BEGIN

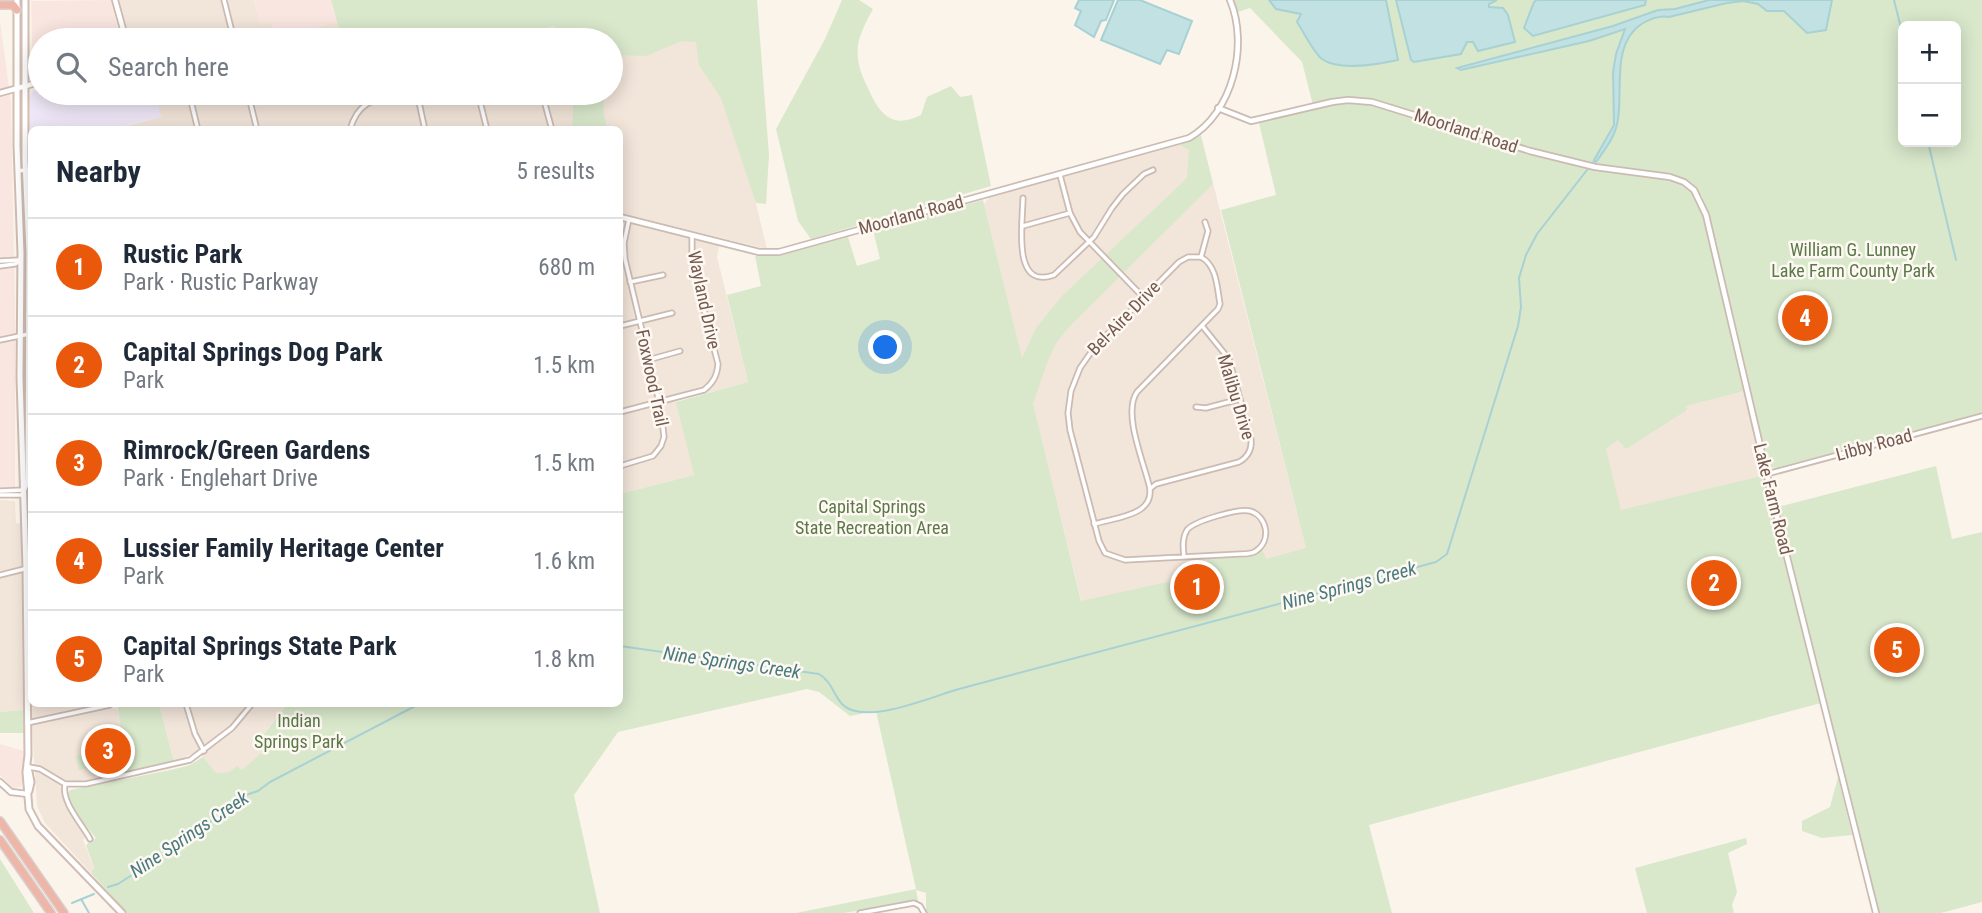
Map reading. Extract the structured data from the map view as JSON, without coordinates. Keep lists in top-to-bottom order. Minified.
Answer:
{"streets":{"street":["Moorland Road","Wayland Drive","Bel-Aire Drive","Foxwood Trail","Malibu Drive","Libby Road","Lake Farm Road"]},"crossings":[["Moorland Road","Wayland Drive"],["Moorland Road","Foxwood Trail"],["Moorland Road","Lake Farm Road"],["Wayland Drive","Foxwood Trail"],["Libby Road","Lake Farm Road"]],"water":["Nine Springs Creek"],"parks":["William G. Lunney Lake Farm County Park","Capital Springs State Recreation Area","Indian Springs Park"],"page":{"map_buttons":["+","−"],"search":"Search here","heading":["Nearby","5 results"],"list":[{"mark":"1","name":"Rustic Park","note":"Park · Rustic Parkway","value":"680 m"},{"mark":"2","name":"Capital Springs Dog Park","note":"Park","value":"1.5 km"},{"mark":"3","name":"Rimrock/Green Gardens","note":"Park · Englehart Drive","value":"1.5 km"},{"mark":"4","name":"Lussier Family Heritage Center","note":"Park","value":"1.6 km"},{"mark":"5","name":"Capital Springs State Park","note":"Park","value":"1.8 km"}],"pins":["4","2","1","5","3"]}}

END

- _TASK OBJECTIVE_
What belongs in the answer is each line above, reproduced exactly, and no picture.

- _TASK OUTPUT_
Map reading. Extract the structured data from the map view as JSON, without coordinates. Keep lists in top-to-bottom order. Minified.
Answer:
{"streets":{"street":["Moorland Road","Wayland Drive","Bel-Aire Drive","Foxwood Trail","Malibu Drive","Libby Road","Lake Farm Road"]},"crossings":[["Moorland Road","Wayland Drive"],["Moorland Road","Foxwood Trail"],["Moorland Road","Lake Farm Road"],["Wayland Drive","Foxwood Trail"],["Libby Road","Lake Farm Road"]],"water":["Nine Springs Creek"],"parks":["William G. Lunney Lake Farm County Park","Capital Springs State Recreation Area","Indian Springs Park"],"page":{"map_buttons":["+","−"],"search":"Search here","heading":["Nearby","5 results"],"list":[{"mark":"1","name":"Rustic Park","note":"Park · Rustic Parkway","value":"680 m"},{"mark":"2","name":"Capital Springs Dog Park","note":"Park","value":"1.5 km"},{"mark":"3","name":"Rimrock/Green Gardens","note":"Park · Englehart Drive","value":"1.5 km"},{"mark":"4","name":"Lussier Family Heritage Center","note":"Park","value":"1.6 km"},{"mark":"5","name":"Capital Springs State Park","note":"Park","value":"1.8 km"}],"pins":["4","2","1","5","3"]}}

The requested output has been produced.